▸ **WHAT IS EXPECTED**: Tally the lines in the records underneath that contain the string "Carretera", and state the figure by itself.

▸ **ENTRIES SHOWN**:
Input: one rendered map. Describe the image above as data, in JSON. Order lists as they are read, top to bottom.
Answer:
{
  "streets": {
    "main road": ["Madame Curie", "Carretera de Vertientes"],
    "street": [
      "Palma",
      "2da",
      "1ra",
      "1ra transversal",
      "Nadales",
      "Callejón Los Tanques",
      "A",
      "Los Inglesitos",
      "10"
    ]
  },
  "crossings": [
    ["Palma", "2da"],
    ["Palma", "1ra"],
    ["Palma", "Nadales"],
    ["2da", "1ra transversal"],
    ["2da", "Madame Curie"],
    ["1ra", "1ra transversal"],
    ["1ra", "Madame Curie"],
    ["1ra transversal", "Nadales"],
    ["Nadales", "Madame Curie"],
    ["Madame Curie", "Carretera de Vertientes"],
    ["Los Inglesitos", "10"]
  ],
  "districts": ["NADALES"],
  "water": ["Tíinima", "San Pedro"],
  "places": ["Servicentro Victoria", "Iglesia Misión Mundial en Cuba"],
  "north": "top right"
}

▸ **OUTPUT FOR THIS TASK**: 2